■ Problem requirements
Within the listing below, count the lines that include "screenshot" and give the count alone.

****************

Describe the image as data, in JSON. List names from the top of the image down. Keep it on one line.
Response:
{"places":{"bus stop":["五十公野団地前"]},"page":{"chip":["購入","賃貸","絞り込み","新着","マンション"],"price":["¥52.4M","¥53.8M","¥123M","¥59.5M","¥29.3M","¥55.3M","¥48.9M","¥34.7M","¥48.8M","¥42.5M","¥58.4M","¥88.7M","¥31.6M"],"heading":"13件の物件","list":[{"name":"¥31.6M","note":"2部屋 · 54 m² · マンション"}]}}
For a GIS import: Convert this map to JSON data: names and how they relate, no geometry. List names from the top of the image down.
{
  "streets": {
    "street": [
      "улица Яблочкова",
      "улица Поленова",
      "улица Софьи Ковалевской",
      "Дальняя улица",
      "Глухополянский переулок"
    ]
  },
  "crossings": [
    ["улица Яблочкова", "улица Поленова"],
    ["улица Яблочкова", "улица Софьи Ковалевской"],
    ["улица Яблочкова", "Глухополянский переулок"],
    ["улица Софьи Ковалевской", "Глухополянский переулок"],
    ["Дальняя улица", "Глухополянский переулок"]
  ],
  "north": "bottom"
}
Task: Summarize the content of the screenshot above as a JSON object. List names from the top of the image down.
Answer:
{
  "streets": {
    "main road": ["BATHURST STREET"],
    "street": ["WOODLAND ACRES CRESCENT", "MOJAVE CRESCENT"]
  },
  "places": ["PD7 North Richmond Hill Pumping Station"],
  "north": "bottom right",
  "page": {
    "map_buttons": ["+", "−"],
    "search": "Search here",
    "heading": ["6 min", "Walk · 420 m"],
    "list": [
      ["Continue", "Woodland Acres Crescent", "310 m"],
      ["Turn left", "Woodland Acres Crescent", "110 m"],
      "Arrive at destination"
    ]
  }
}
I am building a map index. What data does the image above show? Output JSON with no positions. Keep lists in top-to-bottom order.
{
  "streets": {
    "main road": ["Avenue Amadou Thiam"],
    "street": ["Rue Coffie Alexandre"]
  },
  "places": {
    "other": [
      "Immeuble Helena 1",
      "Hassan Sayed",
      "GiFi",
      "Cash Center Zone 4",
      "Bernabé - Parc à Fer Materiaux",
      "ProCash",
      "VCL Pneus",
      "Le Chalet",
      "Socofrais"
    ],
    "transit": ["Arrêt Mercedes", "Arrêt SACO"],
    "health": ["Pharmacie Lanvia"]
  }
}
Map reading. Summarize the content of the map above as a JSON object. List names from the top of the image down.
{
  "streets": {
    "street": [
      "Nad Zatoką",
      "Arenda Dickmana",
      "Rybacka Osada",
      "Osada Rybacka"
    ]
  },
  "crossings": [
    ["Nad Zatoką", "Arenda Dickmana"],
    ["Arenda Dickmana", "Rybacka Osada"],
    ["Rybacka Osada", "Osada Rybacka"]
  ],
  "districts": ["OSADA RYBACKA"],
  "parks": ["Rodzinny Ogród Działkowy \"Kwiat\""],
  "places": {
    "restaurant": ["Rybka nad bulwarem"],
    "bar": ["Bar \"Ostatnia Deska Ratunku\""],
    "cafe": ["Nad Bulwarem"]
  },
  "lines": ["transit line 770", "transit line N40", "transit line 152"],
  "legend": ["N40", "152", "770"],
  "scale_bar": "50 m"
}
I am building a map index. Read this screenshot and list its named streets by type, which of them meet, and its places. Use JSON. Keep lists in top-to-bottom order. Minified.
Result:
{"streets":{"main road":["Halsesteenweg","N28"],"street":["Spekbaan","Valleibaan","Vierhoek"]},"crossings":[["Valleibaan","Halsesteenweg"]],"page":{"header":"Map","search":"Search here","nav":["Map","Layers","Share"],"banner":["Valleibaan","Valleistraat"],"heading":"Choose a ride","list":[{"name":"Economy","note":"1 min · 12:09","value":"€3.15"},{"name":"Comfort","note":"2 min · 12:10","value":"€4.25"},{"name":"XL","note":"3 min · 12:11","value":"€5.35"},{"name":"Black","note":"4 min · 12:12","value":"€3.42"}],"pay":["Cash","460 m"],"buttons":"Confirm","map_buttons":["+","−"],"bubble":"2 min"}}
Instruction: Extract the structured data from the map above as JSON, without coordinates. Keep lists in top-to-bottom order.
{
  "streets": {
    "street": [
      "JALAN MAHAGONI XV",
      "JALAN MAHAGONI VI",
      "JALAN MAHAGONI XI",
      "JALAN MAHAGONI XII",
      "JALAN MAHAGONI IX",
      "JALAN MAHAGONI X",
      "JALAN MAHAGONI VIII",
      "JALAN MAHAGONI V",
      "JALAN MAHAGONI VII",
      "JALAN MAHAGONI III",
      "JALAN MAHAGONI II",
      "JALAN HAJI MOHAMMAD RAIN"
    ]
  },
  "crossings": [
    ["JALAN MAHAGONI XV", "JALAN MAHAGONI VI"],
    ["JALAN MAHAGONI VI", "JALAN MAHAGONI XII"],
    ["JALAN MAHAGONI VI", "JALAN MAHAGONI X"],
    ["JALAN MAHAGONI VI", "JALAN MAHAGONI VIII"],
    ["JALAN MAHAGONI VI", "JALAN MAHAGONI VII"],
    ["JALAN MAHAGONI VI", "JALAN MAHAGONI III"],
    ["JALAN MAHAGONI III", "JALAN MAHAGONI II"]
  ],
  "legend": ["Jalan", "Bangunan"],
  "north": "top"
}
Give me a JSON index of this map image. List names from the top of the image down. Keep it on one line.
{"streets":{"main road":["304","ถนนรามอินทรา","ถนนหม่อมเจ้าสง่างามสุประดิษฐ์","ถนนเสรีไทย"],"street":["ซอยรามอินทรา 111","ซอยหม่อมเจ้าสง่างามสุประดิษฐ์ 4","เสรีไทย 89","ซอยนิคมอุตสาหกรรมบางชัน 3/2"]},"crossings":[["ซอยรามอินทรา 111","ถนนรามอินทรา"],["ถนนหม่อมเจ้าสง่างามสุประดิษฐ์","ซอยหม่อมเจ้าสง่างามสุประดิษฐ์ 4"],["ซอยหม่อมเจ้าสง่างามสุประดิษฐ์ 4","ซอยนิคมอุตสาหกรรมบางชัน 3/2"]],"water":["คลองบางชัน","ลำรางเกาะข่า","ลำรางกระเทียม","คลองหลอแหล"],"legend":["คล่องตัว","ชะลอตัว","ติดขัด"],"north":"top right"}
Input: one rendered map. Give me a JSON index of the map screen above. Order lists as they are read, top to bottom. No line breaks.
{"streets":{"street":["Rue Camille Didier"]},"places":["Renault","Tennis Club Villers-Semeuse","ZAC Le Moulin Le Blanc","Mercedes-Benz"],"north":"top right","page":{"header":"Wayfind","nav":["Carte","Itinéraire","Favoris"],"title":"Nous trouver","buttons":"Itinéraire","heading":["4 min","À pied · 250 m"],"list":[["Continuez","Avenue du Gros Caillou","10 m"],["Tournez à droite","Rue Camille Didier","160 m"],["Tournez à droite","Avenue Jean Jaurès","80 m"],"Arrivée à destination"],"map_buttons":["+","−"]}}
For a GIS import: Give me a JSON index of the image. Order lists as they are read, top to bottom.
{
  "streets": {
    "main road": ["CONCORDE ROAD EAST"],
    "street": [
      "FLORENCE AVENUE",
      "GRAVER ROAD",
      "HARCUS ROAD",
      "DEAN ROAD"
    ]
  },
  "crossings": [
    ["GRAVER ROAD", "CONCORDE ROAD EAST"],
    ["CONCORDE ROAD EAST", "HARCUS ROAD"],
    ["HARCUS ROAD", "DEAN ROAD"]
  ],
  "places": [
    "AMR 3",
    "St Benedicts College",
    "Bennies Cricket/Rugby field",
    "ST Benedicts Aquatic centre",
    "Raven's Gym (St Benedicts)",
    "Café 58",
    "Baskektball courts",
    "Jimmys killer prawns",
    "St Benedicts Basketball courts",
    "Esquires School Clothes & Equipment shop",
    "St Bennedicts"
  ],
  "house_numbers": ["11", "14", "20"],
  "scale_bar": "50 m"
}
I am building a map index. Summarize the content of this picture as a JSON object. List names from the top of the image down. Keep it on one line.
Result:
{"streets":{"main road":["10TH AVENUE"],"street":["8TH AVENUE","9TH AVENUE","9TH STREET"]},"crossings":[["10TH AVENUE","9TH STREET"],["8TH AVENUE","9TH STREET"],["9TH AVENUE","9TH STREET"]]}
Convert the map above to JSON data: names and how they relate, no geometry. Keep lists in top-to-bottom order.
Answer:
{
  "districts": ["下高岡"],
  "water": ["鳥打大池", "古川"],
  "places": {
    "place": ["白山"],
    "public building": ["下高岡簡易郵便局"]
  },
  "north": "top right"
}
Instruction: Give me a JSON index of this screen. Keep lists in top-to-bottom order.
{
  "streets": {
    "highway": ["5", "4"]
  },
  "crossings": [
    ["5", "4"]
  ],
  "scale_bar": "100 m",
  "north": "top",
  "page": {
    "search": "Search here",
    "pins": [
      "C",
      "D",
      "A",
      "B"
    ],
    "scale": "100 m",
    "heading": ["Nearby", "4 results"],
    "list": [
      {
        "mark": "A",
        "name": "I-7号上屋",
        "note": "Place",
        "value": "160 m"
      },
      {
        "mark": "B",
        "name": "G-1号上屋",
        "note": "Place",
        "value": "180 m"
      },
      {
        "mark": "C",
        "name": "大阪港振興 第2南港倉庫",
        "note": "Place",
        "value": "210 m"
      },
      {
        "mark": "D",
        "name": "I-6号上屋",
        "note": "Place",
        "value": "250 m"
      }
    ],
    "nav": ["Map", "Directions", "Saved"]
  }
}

****************

■ Your response
2